Data provided Start Marker
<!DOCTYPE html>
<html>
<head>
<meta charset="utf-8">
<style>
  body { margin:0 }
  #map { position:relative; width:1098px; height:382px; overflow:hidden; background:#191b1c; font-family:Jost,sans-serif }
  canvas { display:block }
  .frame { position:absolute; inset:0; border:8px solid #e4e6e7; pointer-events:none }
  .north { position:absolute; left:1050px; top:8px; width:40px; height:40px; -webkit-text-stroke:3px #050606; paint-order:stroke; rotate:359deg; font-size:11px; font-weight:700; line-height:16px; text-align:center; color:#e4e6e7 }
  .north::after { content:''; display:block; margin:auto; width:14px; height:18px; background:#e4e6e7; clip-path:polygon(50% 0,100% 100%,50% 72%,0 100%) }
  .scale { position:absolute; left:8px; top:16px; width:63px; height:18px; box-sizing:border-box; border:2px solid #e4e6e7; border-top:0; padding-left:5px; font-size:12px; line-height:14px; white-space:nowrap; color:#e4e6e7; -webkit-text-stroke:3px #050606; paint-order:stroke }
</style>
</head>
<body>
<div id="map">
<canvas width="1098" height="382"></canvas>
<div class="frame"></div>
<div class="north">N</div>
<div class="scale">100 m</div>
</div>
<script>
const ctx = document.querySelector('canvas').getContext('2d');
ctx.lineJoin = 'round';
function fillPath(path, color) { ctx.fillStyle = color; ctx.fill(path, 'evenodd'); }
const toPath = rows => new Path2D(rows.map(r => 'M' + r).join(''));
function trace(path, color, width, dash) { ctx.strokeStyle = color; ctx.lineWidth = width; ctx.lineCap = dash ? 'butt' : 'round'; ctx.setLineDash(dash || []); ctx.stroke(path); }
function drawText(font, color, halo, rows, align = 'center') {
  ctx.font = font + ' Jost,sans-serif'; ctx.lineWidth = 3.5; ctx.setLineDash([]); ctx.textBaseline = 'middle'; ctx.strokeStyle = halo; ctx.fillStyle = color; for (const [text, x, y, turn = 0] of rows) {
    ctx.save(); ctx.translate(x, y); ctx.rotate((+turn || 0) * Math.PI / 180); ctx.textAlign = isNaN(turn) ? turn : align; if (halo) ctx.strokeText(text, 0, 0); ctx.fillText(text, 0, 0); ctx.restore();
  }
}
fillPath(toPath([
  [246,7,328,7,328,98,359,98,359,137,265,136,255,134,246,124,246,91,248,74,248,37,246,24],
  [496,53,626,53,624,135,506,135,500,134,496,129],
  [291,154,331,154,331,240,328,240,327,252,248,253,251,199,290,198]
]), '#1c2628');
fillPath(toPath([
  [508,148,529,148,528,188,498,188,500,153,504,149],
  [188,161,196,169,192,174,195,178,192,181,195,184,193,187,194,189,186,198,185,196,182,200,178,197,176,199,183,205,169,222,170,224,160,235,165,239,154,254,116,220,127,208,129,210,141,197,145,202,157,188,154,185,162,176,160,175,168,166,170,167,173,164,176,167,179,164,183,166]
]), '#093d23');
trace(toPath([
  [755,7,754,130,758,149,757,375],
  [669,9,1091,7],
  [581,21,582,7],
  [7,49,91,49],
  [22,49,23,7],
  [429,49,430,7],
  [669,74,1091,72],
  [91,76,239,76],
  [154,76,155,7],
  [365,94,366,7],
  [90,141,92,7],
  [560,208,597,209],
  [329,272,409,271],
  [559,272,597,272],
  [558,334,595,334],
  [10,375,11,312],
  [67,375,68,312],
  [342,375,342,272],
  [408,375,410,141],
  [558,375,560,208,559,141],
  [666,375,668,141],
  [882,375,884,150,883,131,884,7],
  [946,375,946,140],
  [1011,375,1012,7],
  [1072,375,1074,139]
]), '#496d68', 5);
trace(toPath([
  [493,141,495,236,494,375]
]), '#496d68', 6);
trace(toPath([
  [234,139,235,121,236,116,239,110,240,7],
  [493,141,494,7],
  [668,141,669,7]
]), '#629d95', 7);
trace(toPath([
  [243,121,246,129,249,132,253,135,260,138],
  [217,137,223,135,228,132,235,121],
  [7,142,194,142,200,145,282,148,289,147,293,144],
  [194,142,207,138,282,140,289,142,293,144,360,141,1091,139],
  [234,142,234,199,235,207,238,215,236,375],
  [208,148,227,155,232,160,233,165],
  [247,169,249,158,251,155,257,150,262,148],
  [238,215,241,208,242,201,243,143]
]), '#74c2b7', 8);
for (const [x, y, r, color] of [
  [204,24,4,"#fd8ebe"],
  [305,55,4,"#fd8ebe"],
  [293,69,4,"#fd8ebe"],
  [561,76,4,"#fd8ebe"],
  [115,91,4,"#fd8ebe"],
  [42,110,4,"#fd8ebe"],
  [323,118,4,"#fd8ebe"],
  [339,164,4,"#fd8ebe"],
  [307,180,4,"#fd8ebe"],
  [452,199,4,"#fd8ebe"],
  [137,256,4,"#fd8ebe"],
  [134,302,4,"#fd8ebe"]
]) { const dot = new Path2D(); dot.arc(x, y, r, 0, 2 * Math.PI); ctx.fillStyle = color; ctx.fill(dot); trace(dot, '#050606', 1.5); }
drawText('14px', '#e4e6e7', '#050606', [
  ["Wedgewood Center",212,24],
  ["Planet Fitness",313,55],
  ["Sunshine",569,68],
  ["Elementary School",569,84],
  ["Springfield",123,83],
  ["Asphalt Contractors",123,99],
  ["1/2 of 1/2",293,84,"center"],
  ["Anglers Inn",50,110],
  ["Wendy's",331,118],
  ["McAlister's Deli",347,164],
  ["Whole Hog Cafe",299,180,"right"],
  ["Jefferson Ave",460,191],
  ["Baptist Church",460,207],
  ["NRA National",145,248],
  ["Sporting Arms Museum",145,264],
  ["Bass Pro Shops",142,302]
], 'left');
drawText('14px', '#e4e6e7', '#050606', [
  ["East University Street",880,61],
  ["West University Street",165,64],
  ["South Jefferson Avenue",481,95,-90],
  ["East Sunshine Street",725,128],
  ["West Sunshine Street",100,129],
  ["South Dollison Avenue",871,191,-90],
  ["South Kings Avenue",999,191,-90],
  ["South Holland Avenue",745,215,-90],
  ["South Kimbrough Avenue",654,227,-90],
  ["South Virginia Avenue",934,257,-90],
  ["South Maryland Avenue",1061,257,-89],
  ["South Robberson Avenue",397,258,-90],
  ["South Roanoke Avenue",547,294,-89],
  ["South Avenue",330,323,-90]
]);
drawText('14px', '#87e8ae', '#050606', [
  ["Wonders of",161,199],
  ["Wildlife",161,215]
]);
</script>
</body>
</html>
Data provided End Marker
Data provided Start Marker
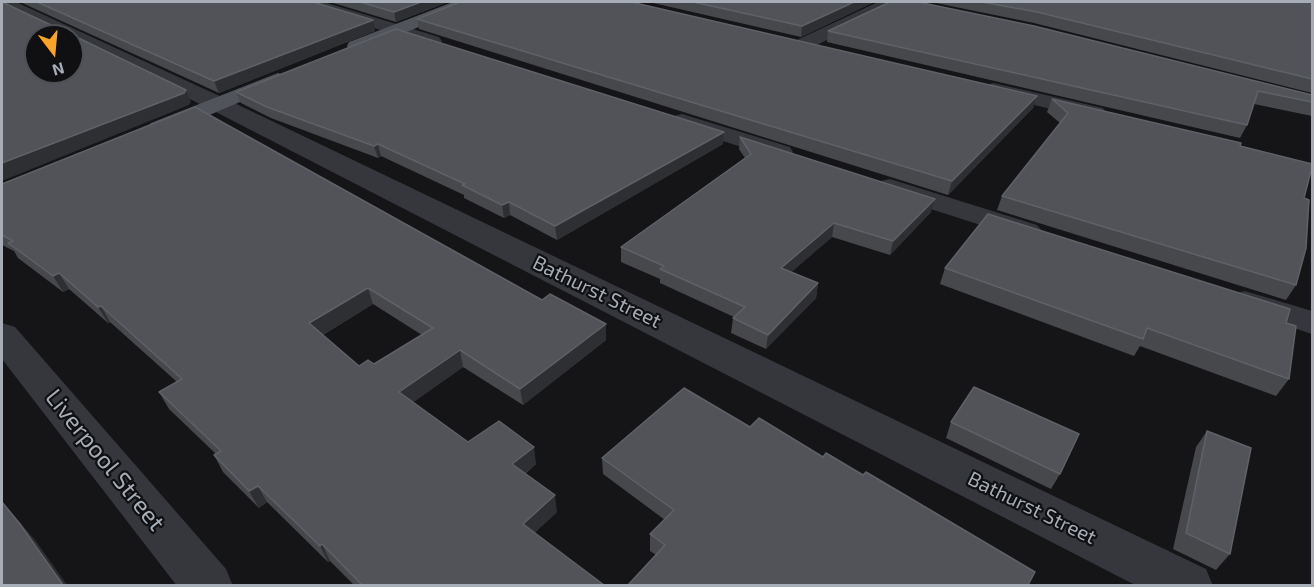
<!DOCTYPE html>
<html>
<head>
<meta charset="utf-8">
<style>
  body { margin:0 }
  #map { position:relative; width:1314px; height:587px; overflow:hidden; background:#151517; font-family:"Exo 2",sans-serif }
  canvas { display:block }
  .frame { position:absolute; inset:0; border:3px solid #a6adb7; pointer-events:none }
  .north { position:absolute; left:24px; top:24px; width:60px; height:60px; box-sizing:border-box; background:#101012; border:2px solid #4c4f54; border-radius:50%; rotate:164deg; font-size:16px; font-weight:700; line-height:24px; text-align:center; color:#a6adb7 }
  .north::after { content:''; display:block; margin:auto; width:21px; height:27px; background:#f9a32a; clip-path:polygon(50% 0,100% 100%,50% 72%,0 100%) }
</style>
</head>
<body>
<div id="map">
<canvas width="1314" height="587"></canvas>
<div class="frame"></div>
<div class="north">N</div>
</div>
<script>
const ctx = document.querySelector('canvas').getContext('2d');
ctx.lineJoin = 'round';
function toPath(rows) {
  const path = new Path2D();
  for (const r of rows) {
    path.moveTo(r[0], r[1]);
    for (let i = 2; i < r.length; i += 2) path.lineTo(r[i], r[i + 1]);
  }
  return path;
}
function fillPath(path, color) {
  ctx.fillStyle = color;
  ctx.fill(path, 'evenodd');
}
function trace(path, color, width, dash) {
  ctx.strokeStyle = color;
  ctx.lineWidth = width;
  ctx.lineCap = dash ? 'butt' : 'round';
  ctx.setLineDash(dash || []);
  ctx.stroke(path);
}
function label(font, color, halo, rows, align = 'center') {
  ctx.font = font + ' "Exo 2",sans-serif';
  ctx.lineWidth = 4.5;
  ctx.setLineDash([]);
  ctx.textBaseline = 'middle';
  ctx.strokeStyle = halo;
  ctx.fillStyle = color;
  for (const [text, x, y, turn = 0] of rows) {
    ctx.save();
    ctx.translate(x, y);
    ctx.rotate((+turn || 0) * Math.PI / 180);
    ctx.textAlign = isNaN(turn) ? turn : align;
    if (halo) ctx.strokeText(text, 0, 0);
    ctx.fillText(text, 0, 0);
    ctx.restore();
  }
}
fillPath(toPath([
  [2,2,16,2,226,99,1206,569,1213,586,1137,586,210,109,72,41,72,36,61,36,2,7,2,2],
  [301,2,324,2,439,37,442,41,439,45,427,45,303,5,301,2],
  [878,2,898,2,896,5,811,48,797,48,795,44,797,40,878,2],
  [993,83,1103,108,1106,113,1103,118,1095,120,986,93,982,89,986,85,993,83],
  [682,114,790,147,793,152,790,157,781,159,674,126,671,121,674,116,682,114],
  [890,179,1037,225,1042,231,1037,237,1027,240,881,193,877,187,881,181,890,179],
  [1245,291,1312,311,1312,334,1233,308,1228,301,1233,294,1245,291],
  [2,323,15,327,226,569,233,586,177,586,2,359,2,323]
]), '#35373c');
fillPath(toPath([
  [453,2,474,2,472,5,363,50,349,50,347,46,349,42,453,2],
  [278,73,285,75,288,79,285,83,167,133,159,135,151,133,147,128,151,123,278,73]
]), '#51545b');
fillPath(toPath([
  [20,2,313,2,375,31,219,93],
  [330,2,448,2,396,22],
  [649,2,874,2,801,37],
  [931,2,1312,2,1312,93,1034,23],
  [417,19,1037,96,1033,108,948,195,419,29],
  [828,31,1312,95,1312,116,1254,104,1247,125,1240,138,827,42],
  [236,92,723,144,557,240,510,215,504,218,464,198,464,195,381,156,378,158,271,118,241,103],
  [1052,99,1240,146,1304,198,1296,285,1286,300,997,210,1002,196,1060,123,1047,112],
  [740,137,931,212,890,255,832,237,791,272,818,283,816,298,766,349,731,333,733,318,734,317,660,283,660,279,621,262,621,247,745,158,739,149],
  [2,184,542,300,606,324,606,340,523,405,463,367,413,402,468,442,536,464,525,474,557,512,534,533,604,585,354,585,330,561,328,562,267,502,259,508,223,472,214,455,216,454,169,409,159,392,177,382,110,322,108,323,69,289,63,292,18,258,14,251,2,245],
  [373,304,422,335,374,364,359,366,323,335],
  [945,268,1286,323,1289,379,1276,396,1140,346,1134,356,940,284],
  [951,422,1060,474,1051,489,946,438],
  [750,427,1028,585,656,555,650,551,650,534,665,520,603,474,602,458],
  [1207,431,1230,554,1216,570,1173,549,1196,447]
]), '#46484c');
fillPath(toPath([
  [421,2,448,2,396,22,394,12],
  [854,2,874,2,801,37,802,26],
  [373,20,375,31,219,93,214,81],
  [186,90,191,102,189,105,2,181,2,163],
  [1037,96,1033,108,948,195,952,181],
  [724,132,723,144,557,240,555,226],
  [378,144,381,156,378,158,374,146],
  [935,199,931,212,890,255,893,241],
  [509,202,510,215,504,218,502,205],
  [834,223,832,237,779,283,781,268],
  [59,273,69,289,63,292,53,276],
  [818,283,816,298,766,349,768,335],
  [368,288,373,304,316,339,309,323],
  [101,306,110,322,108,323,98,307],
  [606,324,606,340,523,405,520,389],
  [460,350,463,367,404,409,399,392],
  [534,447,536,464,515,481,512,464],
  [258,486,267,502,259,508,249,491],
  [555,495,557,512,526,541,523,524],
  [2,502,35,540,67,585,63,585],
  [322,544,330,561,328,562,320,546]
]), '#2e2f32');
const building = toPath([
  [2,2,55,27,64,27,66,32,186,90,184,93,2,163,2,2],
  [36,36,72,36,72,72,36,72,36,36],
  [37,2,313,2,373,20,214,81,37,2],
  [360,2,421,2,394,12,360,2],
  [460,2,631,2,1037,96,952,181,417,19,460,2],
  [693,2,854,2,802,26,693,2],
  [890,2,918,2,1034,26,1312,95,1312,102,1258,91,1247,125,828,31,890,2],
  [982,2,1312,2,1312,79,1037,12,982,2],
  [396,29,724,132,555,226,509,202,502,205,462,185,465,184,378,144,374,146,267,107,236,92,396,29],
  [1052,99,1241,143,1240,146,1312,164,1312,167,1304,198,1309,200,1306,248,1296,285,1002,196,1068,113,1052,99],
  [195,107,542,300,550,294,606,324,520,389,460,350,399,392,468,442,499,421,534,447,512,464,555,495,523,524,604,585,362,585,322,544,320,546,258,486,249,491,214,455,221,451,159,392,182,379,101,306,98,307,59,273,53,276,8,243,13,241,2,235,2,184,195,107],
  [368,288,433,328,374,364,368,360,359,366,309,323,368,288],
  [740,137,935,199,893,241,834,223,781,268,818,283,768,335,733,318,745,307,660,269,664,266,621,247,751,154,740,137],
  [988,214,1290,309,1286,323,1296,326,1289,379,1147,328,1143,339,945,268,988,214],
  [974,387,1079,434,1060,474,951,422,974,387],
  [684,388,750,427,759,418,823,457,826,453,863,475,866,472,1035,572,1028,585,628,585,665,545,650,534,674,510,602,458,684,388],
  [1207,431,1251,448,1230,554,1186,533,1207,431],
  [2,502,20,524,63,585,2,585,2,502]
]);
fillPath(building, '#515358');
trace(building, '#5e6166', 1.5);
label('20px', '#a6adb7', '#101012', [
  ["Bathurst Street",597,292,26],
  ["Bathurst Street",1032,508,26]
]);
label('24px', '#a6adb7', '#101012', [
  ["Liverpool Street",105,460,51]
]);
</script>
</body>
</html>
Data provided End Marker
Data provided Start Marker
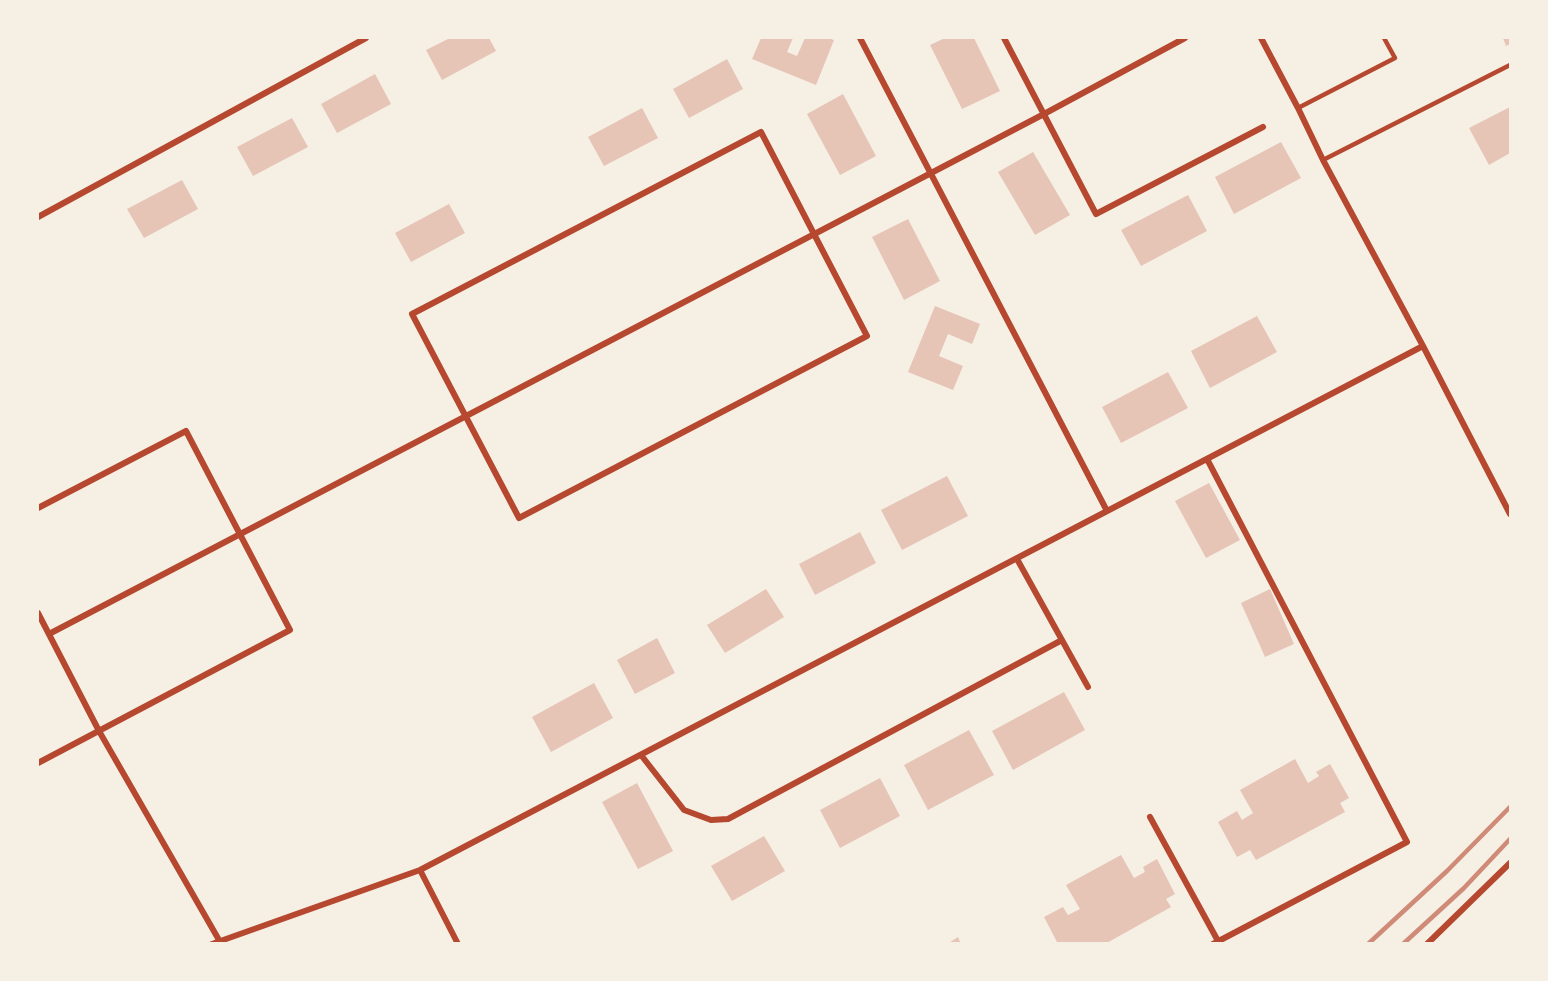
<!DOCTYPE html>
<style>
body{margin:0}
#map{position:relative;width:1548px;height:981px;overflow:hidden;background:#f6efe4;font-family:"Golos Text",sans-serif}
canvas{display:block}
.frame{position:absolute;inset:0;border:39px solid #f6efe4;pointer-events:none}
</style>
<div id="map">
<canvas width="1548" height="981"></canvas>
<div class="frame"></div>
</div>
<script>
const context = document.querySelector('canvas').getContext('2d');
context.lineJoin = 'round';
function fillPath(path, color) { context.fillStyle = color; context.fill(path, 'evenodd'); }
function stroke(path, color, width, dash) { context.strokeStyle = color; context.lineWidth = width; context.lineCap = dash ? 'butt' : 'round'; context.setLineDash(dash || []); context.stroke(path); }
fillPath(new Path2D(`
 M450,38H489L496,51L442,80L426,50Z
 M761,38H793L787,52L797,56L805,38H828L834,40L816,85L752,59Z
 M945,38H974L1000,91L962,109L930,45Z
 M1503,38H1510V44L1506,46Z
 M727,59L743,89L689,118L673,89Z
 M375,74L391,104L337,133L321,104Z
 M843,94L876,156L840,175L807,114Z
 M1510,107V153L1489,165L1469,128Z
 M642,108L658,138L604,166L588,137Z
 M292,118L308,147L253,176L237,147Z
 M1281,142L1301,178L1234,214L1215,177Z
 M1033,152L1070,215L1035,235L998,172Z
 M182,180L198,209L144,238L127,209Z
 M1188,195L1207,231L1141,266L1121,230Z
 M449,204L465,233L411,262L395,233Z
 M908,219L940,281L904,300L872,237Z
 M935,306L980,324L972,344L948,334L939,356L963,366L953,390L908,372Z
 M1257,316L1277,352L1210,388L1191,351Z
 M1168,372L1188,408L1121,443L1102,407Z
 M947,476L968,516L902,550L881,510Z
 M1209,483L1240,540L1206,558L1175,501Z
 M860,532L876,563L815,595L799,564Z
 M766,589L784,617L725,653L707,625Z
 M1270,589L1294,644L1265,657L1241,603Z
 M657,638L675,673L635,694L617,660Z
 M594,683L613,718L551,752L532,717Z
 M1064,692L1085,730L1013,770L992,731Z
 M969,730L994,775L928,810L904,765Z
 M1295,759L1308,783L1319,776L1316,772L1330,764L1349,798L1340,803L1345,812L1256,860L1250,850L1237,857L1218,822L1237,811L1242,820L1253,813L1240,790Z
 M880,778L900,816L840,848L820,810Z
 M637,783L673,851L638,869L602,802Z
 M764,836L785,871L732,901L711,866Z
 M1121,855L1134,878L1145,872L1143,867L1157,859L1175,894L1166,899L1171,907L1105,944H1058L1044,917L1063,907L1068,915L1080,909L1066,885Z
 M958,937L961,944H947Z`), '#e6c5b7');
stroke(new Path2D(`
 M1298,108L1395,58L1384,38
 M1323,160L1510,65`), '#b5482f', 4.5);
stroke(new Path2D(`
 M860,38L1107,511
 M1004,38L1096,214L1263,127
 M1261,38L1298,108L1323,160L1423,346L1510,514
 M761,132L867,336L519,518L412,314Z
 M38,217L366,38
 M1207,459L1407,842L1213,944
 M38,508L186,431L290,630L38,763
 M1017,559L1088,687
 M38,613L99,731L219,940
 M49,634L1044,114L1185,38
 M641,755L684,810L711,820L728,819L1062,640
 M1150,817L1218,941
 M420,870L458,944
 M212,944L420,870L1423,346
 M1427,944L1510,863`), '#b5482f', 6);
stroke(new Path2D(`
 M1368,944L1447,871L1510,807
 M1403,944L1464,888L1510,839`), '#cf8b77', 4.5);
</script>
Data provided End Marker
Problem to work on: Once you have found every line in the listing that holds the string "fillText", copy each of them.

Result of the exercise:
    ctx.save(); ctx.translate(x, y); ctx.rotate((+turn || 0) * Math.PI / 180); ctx.textAlign = isNaN(turn) ? turn : align; if (halo) ctx.strokeText(text, 0, 0); ctx.fillText(text, 0, 0); ctx.restore();
    ctx.fillText(text, 0, 0);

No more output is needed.